1. Do you really think Apple is ripping us off by charging for 10.2? I paid for my first copy of OS X more than a year ago. 10.1 was a free upgrade. Apple is spending lots of money to bring this operating system along as quickly as possible. I don't like the upgrade costs either. But, for example, I see how much it costs to do business here at O'Reilly, and I understand how hard it is to balance the books. I think Apple is trying to do just that.
2. If Apple's OS X customer base were larger, then they wouldn't have to charge as much for upgrades. This is a standard problem in technology. Until you have a critical mass, the early adopters have to pay more. This is a central point I'm trying to make when advocating for the switch to Mac OS X. Let's get that customer base large enough so we can all save.
3. Jaguar is a major upgrade. Don't let the naysayers fool you. Apple has taken a major step forward with this version, and it reflects the tremendous amount of work they've invested in it. True, it would be nice if it were a free upgrade, but the customer numbers just aren't there yet. I'm suspicious of people who claim to have used Jaguar and say it is not major. As I understand it, a beta version of 10.2 was released under NDA at WWDC. That's where I got mine. A few other Apple developers have it too. Most of the negative Jag comments in these threads don't seem to be from developers. Where are these people getting 10.2?

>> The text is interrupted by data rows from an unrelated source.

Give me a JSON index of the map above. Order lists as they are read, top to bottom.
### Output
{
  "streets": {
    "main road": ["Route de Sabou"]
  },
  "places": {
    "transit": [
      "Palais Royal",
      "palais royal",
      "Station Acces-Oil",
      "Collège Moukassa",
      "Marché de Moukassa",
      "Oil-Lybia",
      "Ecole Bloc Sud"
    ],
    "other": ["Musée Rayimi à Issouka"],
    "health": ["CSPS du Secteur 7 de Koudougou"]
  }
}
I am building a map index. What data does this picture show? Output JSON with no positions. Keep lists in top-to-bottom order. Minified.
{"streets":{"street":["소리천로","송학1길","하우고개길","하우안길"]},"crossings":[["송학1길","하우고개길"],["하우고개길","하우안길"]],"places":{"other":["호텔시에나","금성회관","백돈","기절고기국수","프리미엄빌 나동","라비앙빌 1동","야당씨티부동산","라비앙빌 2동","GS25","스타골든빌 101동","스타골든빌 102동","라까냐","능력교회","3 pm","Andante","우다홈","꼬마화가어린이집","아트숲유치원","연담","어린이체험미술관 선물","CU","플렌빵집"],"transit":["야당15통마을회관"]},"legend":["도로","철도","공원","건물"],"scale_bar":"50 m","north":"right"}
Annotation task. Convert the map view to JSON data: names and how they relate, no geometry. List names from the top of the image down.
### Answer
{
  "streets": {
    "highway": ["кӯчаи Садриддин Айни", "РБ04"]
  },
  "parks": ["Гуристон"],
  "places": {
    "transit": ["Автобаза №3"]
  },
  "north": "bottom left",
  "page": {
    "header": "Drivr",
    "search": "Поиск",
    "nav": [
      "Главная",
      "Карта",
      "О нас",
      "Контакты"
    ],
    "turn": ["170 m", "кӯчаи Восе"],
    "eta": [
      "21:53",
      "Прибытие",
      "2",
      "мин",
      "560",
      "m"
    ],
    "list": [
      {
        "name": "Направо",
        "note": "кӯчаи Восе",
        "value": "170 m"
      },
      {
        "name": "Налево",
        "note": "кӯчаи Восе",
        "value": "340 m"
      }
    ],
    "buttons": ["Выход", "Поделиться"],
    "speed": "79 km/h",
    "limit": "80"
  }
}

4. We will only be held hostage by Quark if we let ourselves. I understand that entire OS 9 publishing systems are centered around Quark. They will have to stay in place for some time I imagine. But there are great options out there, including InDesign. And setting up a OS X workstation or two with InDesign to test its viability is a reasonable business move.
5. I'm astonished at the lack of creativity expressed in some of the comments. The Mac community is facing a true challenge and a difficult time. This is a community that is reputed for being smarter and more creative than the Windows world. If that's true, why doesn't more of that ingenuity creep into these types of discussions?
6. Once again, I'm not proposing that you destruct your entire workflow and switch to Mac OS X. I'm proposing that you look at where you can begin to incorporate it into your computing life so that it can grow and evolve by us nurturing it along.